Haïti Priorise: E-Government, Celicourt
Description of Problem
Nearly 30% of children aged under four do not have a certificate of birth registration. This deprives the child of fundamental rights and it risks condemning him or her to exclusion in society.
Because the majority of Haitian mothers give birth at home, registering a child can be a time-consuming process involving repeated travel to registry offices.
More than 340,000 young children have no birth certificates.
Electronic birth certificate registration
Computerization of the birth registration process in order to provide birth certificates to all newborns, and children up to the age of four.

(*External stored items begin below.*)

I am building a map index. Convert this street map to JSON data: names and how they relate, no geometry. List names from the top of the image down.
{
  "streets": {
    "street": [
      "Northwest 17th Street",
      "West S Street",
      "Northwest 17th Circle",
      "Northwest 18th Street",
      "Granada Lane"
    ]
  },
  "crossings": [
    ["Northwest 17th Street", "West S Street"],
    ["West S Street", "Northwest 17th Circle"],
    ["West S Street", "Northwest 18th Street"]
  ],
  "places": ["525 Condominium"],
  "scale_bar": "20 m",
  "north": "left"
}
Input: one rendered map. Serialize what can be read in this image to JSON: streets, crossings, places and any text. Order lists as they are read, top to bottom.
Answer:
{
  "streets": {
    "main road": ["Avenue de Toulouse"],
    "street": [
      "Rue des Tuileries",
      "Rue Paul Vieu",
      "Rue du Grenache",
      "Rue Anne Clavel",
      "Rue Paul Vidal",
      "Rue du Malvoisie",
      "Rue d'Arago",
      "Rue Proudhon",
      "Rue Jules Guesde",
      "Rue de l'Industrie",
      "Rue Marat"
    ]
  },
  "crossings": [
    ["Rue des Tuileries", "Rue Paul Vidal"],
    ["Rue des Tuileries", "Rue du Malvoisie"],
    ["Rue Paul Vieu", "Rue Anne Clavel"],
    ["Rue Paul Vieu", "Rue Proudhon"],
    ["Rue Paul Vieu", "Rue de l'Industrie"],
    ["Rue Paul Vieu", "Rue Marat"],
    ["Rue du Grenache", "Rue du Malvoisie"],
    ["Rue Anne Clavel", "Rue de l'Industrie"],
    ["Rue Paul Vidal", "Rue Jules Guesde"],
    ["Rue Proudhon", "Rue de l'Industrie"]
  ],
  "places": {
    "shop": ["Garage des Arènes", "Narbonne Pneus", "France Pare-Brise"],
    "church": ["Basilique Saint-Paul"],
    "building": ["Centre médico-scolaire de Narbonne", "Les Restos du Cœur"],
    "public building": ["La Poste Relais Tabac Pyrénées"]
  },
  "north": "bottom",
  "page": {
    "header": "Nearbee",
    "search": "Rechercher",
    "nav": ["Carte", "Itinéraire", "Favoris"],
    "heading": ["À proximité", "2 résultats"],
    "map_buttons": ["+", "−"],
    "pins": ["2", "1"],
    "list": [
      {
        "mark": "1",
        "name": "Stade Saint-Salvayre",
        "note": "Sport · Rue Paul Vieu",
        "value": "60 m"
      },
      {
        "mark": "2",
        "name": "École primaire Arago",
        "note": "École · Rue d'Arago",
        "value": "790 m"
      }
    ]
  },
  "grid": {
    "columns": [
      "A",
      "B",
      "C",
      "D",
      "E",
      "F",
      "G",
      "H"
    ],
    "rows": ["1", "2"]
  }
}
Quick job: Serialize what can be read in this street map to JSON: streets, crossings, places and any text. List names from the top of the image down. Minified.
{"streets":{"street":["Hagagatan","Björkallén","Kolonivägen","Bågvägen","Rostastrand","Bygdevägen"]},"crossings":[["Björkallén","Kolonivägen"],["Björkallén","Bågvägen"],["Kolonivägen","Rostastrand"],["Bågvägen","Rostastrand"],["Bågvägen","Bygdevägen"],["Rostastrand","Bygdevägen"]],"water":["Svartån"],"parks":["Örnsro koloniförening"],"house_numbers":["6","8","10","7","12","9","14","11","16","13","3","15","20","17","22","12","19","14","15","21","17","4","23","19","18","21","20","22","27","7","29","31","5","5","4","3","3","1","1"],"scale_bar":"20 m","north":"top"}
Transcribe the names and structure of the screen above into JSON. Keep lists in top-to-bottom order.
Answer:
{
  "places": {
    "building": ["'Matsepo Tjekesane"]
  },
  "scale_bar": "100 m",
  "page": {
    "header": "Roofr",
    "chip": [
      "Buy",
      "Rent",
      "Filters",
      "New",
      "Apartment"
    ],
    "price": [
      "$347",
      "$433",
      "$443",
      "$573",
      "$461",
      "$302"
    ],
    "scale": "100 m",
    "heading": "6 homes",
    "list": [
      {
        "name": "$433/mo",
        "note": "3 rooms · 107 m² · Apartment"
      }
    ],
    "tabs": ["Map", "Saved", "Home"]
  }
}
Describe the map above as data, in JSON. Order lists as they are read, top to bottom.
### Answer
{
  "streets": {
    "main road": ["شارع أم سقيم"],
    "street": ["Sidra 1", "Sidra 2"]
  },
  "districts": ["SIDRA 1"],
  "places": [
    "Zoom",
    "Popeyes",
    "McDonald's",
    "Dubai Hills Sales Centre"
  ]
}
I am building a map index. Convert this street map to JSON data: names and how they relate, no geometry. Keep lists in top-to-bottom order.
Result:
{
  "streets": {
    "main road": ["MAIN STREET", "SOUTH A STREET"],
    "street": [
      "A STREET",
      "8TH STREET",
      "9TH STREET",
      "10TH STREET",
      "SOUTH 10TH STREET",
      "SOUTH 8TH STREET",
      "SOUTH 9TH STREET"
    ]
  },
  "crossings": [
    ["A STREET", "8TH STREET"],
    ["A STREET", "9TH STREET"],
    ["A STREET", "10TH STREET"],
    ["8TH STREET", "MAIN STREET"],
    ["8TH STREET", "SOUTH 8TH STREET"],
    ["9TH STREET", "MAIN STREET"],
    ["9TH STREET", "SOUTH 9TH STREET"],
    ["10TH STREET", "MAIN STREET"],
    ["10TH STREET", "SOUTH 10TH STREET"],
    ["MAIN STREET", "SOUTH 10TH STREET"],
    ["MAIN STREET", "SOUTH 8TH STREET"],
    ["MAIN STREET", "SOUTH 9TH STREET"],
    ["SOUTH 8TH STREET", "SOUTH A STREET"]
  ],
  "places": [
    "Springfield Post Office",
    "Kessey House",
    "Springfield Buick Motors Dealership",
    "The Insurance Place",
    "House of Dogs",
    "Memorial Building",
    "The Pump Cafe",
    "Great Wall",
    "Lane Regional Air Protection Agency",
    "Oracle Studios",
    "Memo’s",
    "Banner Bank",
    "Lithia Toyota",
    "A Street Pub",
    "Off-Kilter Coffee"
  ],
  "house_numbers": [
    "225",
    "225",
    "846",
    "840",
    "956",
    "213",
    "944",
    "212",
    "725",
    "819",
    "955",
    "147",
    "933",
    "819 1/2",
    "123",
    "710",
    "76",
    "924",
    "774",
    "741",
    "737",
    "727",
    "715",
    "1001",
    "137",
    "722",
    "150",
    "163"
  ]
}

The civil registry has already started undergoing a process of modernization, which culminated in the creation of the National Identification Office, whose mission is to identify all Haitians from birth. However, this is focused on registering adults. This proposal would affect 2 million children.
Summary Table of the BCR
|Benefit in gourdes
|Cost in gourdes
|Electronic birth certificate registration
|1.2 billion – 18 billion
|550 million – 1.7 billion
|Up to 10.5
Benefits, costs, and BCR
The intervention would cost $8-26 million depending on assumptions used.
Digitization would save the applicants time and transportation costs, and would save the government money. In financial terms, these benefits would each be worth around $3-4 million dollars.
The benefits would continue throughout the children’s lives: they would be guaranteed the right to education, and to vote and access the formal financial system as adults.
The benefits vary depending on access to education. Education regulations stipulate that students cannot sit for state exams without a birth certificate. It is not clear that, in reality, it is a widespread practice that children are stopped from sitting for exams. However, education rights activists have been vocal about the unequal treatment of students from rural areas, and there is potential in the system for corruption within the education system.
If it is assumed that very few children are turned away from school for lacking a birth certificate, every gourde spent achieves around 2 gourdes of benefits; if it is a widespread practice then that increases to 10 gourdes.